Dopo i consensi per l’approvazione da parte del Consiglio dei ministri, il decreto legge sulle grandi navi a Venezia comincia a registrare i primi aperti dissensi, legati soprattutto alle modalità di gestione del passaggio a partire dal primo agosto prossimo degli approdi delle crociere a Marghera e la conseguente concessione dei terminal, ai ristori per i lavoratori, con grosse incognite sulla crocieristica in Laguna.
Un plauso all’iniziativa del governo Draghi viene dalla direttrice generale dell’Unesco, Audrey Azoulay, che definisce la decisione «una gran bella notizia e un passo importante, che contribuisce in modo significativo alla tutela di questo luogo straordinario Patrimonio dell’Umanità», su cui l’agenzia dell’Onu aveva minacciato una revisione del giudizio in caso di ulteriori tentennamenti.

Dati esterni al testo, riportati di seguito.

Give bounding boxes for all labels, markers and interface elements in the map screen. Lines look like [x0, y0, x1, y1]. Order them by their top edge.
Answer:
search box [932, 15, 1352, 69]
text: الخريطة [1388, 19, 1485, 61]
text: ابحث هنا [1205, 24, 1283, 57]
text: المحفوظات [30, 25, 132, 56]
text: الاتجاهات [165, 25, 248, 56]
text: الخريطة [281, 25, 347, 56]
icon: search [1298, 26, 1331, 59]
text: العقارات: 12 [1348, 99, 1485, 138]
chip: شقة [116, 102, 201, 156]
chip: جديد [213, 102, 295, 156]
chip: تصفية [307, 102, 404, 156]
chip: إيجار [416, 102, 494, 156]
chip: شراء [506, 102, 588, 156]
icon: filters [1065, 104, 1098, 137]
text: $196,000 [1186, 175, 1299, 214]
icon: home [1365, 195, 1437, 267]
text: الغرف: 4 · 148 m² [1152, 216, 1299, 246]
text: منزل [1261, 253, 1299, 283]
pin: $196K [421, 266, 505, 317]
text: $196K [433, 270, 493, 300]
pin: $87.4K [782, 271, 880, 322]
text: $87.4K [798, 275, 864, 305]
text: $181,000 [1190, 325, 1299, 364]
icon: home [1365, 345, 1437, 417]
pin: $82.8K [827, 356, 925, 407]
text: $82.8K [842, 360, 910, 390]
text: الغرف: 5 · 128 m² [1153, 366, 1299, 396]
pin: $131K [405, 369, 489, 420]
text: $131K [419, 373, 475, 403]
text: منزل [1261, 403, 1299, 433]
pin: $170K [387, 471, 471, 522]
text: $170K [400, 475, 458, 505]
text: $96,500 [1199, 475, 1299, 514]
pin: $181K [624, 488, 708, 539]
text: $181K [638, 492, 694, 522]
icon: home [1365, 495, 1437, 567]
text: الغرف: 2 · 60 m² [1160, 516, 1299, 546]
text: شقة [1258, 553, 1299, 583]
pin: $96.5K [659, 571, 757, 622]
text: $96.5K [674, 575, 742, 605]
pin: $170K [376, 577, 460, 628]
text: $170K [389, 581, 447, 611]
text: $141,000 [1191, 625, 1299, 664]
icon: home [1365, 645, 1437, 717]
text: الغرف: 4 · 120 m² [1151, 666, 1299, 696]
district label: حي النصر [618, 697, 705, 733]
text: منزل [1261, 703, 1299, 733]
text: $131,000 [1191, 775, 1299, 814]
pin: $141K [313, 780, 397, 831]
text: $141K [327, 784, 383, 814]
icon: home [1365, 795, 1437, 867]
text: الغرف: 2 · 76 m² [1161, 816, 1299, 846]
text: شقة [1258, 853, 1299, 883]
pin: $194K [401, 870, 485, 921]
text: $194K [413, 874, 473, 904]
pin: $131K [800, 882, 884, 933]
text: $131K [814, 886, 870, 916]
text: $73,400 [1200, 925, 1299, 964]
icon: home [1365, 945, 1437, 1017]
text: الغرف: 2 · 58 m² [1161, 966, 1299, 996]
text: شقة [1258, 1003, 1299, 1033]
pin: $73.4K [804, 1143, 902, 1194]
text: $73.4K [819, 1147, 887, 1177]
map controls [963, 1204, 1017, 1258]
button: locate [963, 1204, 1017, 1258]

In città la decisione del governo è criticata apertamente, sia dai favorevoli sia dai contrari ai passaggi delle navi da crociera. I comitati “No Navi” stigmatizzano il fatto che «le compagnie non risarciscono i danni provocati alla città e ai suoi abitanti, ma vengono indennizzate per non passare più davanti a San Marco».
Gli armatori della Clia non sono contrari aprioristicamente ad approdi alternativi, mentre la Venezia Terminal Passeggeri (Vtp), nella cui compagine figurano anche le società crocieristiche, sostiene che il decreto «di fatto cancella arbitrariamente la possibilità di utilizzo del terminal di Marittima in concessione a Vtp fino al 2025, cancellando la concessione in modo unilaterale, violando norme nazionali e comunitarie».
La situazione avrà il suo epilogo entro un paio di settimane, quando a Venezia arriveranno le ultime tre crociere prima della fermata definitiva.
Da parte degli albergatori si paventa invece il ritorno di «valanghe di torpedoni – ha detto il direttore dell’Ava, Claudio Scarpa – che scaricheranno turisti pendolari e non stanziali. Così si scalano i costi, ma diminuiscono i guadagni».
Chi guarda avanti è il presidente di Conftrasporto Confcommercio, Paolo Uggè che «invita al governo di migliorare il decreto in fase di conversione in legge per definire i tempi della disponibilità dei primi accostia Marghera. Per evitare che la prossima stagione, che dovrebbe essere quella della piena ripresa dopo il duro colpo inferto dalla pandemia al settore, possa subire contraccolpi, è necessario avere la certezza che per marzo 2022 gli accosti siano pronti».
«Al ministro Franceschini, che oggi esulta – punge Uggè -, vogliamo ricordare che se questa decisione fosse stata assunta, come chiedevamo, dal governo Conte di cui faceva parte, a quest’ora gli accosti a Marghera, adeguati durante il confinamento, sarebbero stati pronti e si sarebbero evitati durissimi effetti sui lavoratori e le imprese di uno dei principali porti italiani».